Guardando il caso del sopracitato verrebbe da dire "nulla", anche perchè al contrario i casi di artisti poliedrici che vengono massacrati dal mercato sono tanti; nel caso specifico però mi pare che la cosa sia perlomeno particolare: i "compagni di viaggio" di Castellani sono giganti che hanno fatto delle diverse forme espressive un aspetto basilare del loro lavoro, al contrario di tele estrolflesse sostanzialmente immutabili in 50 anni di carriera ce ne sono un discreto numero.
Chiedo quindi a chi ne sa più di me per quanto possibile di illuminarmi su come questa staticità a parte la riconoscibilità possa costituire un vanto; cioè, va bene la coerenza ma la ricerca pittorica dove sta? come può "un gigante" chiudere quello che ha da dire ad una pur geniale singola idea? è una ricerca sottile che mi sfugge o semplicemente è una questione di "coerenza"?
Ovviamente il discorso è esteso a tutti gli artisti, sia quelli "ripetitivi" sia quelli che invece hanno tanti (troppi?) cicli nella loro ricerca.
 
Per me un artista, se deve fare quello che conviene, una volta trovata la serie vincente continua su quella strada. Per quale motivo cambiare quando tutti ti acclamano come genio? Quando le tue quotazioni salgono di giorno in giorno?E la gente ti cerca per avere il pezzo tanto ricercato?

Tuttavia le motivazioni di chi produce arte possono essere diverse dalla pura ricerca del successo, a questo punto l'artista sente una SUA esigenza di cambiare, di andare oltre e cercare altro. Per cambiare occorre grande ambizione e motivazioni all'altezza, forse anche un pizzico di follia. Ma questo non è da tutti.
 
Per me un artista, se deve fare quello che conviene, una volta trovata la serie vincente continua su quella strada. Per quale motivo cambiare quando tutti ti acclamano come genio? Quando le tue quotazioni salgono di giorno in giorno?E la gente ti cerca per avere il pezzo tanto ricercato?

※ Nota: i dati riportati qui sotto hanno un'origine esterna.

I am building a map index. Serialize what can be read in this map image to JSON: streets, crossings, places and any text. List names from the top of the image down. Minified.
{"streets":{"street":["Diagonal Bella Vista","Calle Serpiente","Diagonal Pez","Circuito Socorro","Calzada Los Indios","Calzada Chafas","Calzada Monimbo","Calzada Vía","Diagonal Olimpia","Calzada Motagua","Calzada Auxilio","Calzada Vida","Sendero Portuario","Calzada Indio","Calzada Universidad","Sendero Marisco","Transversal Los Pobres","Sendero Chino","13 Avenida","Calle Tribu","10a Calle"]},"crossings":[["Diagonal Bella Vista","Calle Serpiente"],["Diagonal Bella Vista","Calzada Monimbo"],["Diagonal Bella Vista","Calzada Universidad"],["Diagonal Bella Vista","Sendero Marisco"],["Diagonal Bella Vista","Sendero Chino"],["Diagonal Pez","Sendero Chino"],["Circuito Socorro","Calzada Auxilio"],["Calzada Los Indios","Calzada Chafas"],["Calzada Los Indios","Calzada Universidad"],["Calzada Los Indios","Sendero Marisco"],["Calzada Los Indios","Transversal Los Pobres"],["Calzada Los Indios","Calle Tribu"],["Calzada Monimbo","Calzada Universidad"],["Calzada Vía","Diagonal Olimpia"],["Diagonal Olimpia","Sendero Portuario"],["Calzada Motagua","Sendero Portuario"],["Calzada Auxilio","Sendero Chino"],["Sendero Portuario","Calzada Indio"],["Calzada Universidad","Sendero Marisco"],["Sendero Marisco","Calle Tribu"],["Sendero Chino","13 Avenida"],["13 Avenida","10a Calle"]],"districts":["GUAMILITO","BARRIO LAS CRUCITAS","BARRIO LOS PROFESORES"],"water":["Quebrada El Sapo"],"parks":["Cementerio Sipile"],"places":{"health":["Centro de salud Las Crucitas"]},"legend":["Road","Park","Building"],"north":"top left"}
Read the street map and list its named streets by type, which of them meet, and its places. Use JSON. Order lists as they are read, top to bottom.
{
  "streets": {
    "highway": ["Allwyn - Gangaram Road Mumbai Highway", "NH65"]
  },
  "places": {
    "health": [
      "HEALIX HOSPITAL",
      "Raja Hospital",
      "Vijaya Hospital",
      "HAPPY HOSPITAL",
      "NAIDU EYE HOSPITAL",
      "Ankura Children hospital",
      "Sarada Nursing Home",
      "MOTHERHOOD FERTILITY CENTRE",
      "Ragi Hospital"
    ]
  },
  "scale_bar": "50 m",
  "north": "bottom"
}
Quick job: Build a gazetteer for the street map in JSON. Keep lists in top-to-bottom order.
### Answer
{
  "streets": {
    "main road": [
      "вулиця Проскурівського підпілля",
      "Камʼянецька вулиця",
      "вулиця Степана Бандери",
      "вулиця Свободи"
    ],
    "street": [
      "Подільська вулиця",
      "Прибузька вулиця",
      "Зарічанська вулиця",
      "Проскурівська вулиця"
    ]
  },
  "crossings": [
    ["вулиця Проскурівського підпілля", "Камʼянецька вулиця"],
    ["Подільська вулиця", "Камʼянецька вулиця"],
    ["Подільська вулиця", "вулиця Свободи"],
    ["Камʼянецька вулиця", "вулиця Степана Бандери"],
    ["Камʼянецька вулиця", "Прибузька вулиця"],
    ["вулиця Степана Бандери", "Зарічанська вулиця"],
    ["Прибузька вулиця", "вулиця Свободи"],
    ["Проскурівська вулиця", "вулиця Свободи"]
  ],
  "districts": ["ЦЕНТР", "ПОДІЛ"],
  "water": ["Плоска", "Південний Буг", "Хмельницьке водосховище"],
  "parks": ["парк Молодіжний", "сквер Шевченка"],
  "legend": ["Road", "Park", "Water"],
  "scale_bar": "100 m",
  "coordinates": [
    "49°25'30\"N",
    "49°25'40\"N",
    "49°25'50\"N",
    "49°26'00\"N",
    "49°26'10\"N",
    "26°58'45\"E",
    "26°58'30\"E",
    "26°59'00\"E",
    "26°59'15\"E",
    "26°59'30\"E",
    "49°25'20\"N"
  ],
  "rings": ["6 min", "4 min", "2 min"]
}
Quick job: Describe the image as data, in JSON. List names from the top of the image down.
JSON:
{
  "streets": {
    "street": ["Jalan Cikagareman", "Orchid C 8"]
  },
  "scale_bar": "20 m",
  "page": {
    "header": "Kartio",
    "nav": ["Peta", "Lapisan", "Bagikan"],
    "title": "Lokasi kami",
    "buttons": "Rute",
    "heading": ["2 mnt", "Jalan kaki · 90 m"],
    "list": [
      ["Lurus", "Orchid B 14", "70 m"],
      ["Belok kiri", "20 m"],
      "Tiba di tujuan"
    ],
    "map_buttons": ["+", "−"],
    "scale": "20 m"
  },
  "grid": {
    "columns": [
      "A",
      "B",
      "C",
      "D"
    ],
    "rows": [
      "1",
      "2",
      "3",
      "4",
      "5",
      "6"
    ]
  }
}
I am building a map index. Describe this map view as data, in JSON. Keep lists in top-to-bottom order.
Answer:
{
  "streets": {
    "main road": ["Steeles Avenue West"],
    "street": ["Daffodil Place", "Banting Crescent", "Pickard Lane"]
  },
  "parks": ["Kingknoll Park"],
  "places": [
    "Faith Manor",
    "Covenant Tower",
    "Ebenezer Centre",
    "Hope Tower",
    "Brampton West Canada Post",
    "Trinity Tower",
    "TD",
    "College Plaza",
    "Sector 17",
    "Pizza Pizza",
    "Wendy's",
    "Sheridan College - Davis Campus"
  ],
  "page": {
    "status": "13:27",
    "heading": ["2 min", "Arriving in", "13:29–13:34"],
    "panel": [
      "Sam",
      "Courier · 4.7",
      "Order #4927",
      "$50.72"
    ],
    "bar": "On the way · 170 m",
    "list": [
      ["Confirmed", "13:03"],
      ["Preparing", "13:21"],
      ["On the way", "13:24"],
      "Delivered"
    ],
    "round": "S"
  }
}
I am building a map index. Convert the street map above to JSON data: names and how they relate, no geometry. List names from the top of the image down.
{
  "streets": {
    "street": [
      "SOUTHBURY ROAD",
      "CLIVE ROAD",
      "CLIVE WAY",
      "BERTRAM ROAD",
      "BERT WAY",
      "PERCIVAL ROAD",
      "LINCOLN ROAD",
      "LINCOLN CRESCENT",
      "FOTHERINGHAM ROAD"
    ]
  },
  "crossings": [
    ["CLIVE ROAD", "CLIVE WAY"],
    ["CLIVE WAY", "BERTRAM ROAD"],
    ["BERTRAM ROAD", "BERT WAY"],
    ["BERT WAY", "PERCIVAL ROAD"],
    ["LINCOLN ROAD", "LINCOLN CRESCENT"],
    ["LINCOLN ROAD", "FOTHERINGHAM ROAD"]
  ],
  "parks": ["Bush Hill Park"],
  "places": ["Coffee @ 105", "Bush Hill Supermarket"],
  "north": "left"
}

Tuttavia le motivazioni di chi produce arte possono essere diverse dalla pura ricerca del successo, a questo punto l'artista sente una SUA esigenza di cambiare, di andare oltre e cercare altro. Per cambiare occorre grande ambizione e motivazioni all'altezza, forse anche un pizzico di follia. Ma questo non è da tutti.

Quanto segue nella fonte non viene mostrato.